“Right now we are not as well organized as we need to be to make sure we’re dealing with all these threats.” That was President Barack Obama from the Oval Office on Wednesday, as he announced the two co-chairs of a commission tasked with making recommendations to address the state of the nation’s cyber security.
He did not respond to requests to comment on a judge’s recent order that Apple hack an iPhone used by the San Bernardino shooters. The FBI has determined the phone may have important intelligence information, but Apple’s CEO Tim Cook responded forcefully, calling the demand “unprecedented” and vowing to fight the order.
Obama’s comments followed the debut of his National Security Action Plan last week. The plan would use the additional $5 billion the president requested for cyber security in his annual budget to finally nix some of the older “legacy” systems still in use by the federal government and create the position of a new Chief Information Security who will be responsible for ensuring progress across the board.
But considering privacy advocates have already begun protesting the idea that Apple would cooperate with the FBI, it’s clear that one of the biggest obstacles the country faces in addressing cyber security is a lack of consensus on what doing so actually entails.
Both congressional and executive action on cyber security has been surprisingly limited in recent years, despite increased acknowledgement that the country is at risk both from hacks that take huge amounts of private and government data, as well as those that threaten the lives of citizens by derailing major systems like the power grid.
The most wide-reaching action occurred at the end of last year when Congress approved the Cyber Security Information Act that increased information sharing between law enforcement, national security, and private companies. But even this bill was seriously controversial and only passed after several groups that had promised to oppose similar measures including Silicon Valley firms and President Obama ended up supporting it.
So we’re as divided about diagnosing the actual problem as we are about solving it. Do private companies share too much information with the federal government or too little? Should the federal government boost cybersecurity requirements for the private sector or get out of the way and take care of itself, while letting companies do the same?
The new leaders of the commission Obama appointed on Wednesday represent his attempt to meld national and private concerns over cyber security: Tom Donilon served as a National Security Advisor in President Obama’s own Administration, and Sam Palmisano is a former president and CEO of IBM.
The commission will produce a report by December of this year. It is perhaps the president’s last chance to prevent any fragile coalition of private sector and national security folks that still exists from splintering further. The issue has become all the more pressing for President Obama as he prepares to hand over the nation’s defenses to a new president who may not share his views on balancing the dual concerns of privacy and security.
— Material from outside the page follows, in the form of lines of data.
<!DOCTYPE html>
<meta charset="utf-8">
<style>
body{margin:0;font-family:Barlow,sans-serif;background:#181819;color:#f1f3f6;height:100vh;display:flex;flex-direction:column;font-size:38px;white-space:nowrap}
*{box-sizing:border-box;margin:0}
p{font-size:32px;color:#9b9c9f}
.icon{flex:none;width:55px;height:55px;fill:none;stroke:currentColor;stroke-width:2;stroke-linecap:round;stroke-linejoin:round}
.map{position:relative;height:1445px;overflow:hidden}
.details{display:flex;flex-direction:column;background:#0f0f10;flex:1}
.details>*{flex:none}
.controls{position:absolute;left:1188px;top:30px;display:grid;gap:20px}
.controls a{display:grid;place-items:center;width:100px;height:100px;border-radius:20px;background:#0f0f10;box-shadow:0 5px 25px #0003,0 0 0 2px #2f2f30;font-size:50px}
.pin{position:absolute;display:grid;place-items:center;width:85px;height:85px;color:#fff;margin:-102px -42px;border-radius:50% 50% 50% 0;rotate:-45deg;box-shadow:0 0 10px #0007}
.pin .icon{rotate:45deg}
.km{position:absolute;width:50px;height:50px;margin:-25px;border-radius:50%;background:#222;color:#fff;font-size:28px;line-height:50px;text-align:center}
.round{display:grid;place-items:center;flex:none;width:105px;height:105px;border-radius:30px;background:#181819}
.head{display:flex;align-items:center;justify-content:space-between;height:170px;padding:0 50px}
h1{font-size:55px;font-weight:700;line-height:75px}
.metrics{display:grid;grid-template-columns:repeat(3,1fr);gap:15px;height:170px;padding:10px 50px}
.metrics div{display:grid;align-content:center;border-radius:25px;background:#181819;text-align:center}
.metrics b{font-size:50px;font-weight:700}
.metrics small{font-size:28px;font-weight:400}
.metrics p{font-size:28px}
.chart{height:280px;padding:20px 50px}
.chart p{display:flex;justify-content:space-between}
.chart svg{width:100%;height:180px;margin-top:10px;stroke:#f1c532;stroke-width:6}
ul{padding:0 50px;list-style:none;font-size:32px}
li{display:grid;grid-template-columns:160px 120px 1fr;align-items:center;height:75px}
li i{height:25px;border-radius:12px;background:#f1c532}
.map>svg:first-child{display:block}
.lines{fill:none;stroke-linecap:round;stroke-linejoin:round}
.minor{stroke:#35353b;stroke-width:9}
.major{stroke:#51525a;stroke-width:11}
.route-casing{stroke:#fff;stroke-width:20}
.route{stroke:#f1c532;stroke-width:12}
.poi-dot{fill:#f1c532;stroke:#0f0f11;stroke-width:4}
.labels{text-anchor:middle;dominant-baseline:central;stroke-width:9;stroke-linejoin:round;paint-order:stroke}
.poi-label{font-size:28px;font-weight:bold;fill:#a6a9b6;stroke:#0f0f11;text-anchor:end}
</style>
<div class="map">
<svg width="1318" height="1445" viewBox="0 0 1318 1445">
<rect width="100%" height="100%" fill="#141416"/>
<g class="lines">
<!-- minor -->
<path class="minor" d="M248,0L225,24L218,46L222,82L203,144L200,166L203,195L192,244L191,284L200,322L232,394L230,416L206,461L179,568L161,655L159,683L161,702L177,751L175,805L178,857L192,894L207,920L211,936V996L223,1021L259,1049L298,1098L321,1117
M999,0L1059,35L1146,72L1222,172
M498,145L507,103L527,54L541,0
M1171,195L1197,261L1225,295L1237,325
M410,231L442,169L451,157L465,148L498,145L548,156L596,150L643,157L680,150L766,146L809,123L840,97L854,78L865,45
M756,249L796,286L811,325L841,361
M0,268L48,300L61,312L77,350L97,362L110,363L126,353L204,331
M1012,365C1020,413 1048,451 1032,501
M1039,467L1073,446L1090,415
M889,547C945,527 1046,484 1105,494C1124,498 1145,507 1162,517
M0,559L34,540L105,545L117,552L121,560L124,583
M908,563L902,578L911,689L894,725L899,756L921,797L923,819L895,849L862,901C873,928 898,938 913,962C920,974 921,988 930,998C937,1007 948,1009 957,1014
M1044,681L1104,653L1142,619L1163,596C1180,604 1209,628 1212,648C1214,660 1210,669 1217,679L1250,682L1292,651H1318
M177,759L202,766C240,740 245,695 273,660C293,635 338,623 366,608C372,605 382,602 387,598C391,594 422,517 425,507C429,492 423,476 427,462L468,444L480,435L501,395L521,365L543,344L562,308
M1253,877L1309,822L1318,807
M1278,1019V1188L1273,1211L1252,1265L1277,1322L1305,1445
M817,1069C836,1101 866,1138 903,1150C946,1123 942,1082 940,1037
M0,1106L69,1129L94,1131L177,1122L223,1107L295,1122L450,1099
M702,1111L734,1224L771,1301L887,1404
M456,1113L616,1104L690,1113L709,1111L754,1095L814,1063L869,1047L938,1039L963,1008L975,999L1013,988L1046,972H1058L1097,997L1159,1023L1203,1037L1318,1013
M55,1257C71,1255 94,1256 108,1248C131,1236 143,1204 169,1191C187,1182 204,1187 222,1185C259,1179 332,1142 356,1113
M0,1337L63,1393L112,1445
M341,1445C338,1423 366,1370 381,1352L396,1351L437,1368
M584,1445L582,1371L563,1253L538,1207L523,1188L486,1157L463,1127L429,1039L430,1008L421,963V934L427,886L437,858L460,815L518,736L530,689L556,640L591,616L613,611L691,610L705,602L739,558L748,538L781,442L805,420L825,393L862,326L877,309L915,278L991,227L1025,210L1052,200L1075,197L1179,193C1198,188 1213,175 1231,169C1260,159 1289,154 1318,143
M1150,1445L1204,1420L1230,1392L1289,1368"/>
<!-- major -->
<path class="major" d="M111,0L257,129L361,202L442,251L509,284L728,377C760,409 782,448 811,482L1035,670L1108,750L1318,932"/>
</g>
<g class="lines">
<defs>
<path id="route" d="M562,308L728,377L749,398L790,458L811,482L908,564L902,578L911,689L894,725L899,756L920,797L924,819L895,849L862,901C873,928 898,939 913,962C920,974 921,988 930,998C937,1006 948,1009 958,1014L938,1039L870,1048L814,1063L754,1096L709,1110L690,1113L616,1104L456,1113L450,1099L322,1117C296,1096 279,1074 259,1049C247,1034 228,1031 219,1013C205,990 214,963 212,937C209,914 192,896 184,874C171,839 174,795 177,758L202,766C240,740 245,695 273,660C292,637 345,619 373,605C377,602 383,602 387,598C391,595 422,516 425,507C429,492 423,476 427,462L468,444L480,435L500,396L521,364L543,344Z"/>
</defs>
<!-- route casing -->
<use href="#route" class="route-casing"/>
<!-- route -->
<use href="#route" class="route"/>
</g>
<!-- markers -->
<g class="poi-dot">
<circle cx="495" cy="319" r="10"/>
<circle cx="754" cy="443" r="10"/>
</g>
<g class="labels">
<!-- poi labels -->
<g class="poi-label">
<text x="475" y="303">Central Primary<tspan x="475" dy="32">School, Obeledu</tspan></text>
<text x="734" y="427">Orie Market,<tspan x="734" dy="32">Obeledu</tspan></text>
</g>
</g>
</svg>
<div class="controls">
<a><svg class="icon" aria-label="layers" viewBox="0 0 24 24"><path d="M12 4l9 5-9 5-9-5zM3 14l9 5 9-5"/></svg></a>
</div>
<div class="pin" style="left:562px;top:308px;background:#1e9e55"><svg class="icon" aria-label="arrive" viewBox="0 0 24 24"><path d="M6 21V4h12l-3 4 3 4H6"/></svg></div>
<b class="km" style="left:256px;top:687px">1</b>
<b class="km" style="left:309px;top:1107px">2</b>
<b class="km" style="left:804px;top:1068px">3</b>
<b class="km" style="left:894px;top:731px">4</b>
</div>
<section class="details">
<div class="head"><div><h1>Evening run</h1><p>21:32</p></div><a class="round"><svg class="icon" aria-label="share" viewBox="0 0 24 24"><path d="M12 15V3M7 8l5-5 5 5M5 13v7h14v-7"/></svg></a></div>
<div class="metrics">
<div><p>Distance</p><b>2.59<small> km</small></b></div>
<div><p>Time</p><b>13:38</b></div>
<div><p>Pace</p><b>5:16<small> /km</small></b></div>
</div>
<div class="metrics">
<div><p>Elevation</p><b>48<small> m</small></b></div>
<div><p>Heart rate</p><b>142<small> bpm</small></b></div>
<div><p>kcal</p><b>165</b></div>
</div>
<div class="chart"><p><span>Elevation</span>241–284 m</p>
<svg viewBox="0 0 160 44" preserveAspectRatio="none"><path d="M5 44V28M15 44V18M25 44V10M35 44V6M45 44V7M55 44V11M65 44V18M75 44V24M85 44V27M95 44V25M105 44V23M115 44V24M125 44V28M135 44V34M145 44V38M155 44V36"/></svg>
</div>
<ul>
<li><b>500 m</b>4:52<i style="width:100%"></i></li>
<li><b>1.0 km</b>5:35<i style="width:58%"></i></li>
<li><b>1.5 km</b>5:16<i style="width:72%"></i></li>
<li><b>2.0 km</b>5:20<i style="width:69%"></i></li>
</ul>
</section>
A balanced report that takes into account both perspectives could begin to meld the current divide even as it seems poised to widen into an insurmountable gulf, as Apple, Google, and others draw their hardest lines yet.
The timing could not be more crucial as the battle over giving the government a “backdoor” into encrypted communications comes to a head during election season. Nothing could be more damaging to the relationship between the national security apparatus and the private sector than a resolution of this issue that doesn’t seriously address the concerns of both sides.
As Obama emphasized in his Wednesday remarks, the country needs a cyber security strategy that can last beyond his term or even the term of the next president. These issues will become only more important as the digital world continues to subsume more parts of our everyday lives. As is often the case with Obama, the underlying message is simple: We’re better than this.